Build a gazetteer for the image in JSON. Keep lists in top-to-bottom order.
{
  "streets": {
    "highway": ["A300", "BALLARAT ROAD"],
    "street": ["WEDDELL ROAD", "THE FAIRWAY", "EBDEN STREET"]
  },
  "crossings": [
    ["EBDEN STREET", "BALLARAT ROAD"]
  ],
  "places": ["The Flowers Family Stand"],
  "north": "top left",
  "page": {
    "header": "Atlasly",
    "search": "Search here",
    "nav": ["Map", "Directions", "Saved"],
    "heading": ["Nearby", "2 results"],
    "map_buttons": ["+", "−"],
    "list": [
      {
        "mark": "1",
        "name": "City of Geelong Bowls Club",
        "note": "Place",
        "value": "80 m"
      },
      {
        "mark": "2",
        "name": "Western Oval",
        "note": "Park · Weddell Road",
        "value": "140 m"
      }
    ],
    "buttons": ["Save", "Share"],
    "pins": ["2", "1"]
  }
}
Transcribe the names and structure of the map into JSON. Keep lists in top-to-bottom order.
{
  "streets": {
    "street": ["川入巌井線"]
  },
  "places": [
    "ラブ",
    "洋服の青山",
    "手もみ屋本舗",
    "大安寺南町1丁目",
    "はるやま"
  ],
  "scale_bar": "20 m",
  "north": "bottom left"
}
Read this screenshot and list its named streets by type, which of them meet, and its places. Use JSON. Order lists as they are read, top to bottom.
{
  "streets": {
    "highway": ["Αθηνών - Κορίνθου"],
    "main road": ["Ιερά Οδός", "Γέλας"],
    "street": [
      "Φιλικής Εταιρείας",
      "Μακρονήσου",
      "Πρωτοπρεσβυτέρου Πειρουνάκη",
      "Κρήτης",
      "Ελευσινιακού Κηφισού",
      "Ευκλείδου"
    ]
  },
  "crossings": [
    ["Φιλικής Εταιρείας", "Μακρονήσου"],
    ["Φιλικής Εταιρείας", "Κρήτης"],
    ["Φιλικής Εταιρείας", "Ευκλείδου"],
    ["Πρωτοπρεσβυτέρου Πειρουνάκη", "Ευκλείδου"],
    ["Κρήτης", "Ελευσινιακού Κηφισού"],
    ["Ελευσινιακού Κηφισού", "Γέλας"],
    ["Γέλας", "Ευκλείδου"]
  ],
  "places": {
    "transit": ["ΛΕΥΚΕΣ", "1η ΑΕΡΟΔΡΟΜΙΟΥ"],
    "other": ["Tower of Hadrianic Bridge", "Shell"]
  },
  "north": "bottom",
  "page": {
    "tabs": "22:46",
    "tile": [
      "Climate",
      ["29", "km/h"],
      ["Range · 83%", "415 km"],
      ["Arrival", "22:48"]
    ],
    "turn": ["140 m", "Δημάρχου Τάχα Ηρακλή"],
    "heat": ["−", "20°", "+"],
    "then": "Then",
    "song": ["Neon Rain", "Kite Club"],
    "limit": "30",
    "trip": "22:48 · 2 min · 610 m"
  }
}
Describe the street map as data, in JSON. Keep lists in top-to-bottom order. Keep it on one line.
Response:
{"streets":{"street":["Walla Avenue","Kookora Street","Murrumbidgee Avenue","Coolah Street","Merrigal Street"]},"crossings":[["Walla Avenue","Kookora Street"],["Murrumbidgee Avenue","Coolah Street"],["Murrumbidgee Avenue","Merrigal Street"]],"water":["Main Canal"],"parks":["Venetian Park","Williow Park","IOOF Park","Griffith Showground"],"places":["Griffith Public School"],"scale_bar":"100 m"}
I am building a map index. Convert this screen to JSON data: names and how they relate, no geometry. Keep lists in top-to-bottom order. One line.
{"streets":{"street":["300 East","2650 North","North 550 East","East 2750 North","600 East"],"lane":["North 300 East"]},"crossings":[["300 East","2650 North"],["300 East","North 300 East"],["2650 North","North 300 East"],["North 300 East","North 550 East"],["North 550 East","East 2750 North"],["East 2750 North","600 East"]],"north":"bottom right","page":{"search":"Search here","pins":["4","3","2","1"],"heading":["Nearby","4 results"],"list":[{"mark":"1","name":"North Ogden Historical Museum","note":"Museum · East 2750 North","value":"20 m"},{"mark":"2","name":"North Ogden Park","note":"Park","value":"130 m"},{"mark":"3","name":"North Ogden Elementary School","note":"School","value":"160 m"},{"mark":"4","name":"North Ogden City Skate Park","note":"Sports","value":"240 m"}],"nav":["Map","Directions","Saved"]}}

━━━━━━

• Exercise details: Your response should consist of the full listing, repeated exactly.

• Response area:
Build a gazetteer for the image in JSON. Keep lists in top-to-bottom order.
{
  "streets": {
    "highway": ["A300", "BALLARAT ROAD"],
    "street": ["WEDDELL ROAD", "THE FAIRWAY", "EBDEN STREET"]
  },
  "crossings": [
    ["EBDEN STREET", "BALLARAT ROAD"]
  ],
  "places": ["The Flowers Family Stand"],
  "north": "top left",
  "page": {
    "header": "Atlasly",
    "search": "Search here",
    "nav": ["Map", "Directions", "Saved"],
    "heading": ["Nearby", "2 results"],
    "map_buttons": ["+", "−"],
    "list": [
      {
        "mark": "1",
        "name": "City of Geelong Bowls Club",
        "note": "Place",
        "value": "80 m"
      },
      {
        "mark": "2",
        "name": "Western Oval",
        "note": "Park · Weddell Road",
        "value": "140 m"
      }
    ],
    "buttons": ["Save", "Share"],
    "pins": ["2", "1"]
  }
}
Transcribe the names and structure of the map into JSON. Keep lists in top-to-bottom order.
{
  "streets": {
    "street": ["川入巌井線"]
  },
  "places": [
    "ラブ",
    "洋服の青山",
    "手もみ屋本舗",
    "大安寺南町1丁目",
    "はるやま"
  ],
  "scale_bar": "20 m",
  "north": "bottom left"
}
Read this screenshot and list its named streets by type, which of them meet, and its places. Use JSON. Order lists as they are read, top to bottom.
{
  "streets": {
    "highway": ["Αθηνών - Κορίνθου"],
    "main road": ["Ιερά Οδός", "Γέλας"],
    "street": [
      "Φιλικής Εταιρείας",
      "Μακρονήσου",
      "Πρωτοπρεσβυτέρου Πειρουνάκη",
      "Κρήτης",
      "Ελευσινιακού Κηφισού",
      "Ευκλείδου"
    ]
  },
  "crossings": [
    ["Φιλικής Εταιρείας", "Μακρονήσου"],
    ["Φιλικής Εταιρείας", "Κρήτης"],
    ["Φιλικής Εταιρείας", "Ευκλείδου"],
    ["Πρωτοπρεσβυτέρου Πειρουνάκη", "Ευκλείδου"],
    ["Κρήτης", "Ελευσινιακού Κηφισού"],
    ["Ελευσινιακού Κηφισού", "Γέλας"],
    ["Γέλας", "Ευκλείδου"]
  ],
  "places": {
    "transit": ["ΛΕΥΚΕΣ", "1η ΑΕΡΟΔΡΟΜΙΟΥ"],
    "other": ["Tower of Hadrianic Bridge", "Shell"]
  },
  "north": "bottom",
  "page": {
    "tabs": "22:46",
    "tile": [
      "Climate",
      ["29", "km/h"],
      ["Range · 83%", "415 km"],
      ["Arrival", "22:48"]
    ],
    "turn": ["140 m", "Δημάρχου Τάχα Ηρακλή"],
    "heat": ["−", "20°", "+"],
    "then": "Then",
    "song": ["Neon Rain", "Kite Club"],
    "limit": "30",
    "trip": "22:48 · 2 min · 610 m"
  }
}
Describe the street map as data, in JSON. Keep lists in top-to-bottom order. Keep it on one line.
Response:
{"streets":{"street":["Walla Avenue","Kookora Street","Murrumbidgee Avenue","Coolah Street","Merrigal Street"]},"crossings":[["Walla Avenue","Kookora Street"],["Murrumbidgee Avenue","Coolah Street"],["Murrumbidgee Avenue","Merrigal Street"]],"water":["Main Canal"],"parks":["Venetian Park","Williow Park","IOOF Park","Griffith Showground"],"places":["Griffith Public School"],"scale_bar":"100 m"}
I am building a map index. Convert this screen to JSON data: names and how they relate, no geometry. Keep lists in top-to-bottom order. One line.
{"streets":{"street":["300 East","2650 North","North 550 East","East 2750 North","600 East"],"lane":["North 300 East"]},"crossings":[["300 East","2650 North"],["300 East","North 300 East"],["2650 North","North 300 East"],["North 300 East","North 550 East"],["North 550 East","East 2750 North"],["East 2750 North","600 East"]],"north":"bottom right","page":{"search":"Search here","pins":["4","3","2","1"],"heading":["Nearby","4 results"],"list":[{"mark":"1","name":"North Ogden Historical Museum","note":"Museum · East 2750 North","value":"20 m"},{"mark":"2","name":"North Ogden Park","note":"Park","value":"130 m"},{"mark":"3","name":"North Ogden Elementary School","note":"School","value":"160 m"},{"mark":"4","name":"North Ogden City Skate Park","note":"Sports","value":"240 m"}],"nav":["Map","Directions","Saved"]}}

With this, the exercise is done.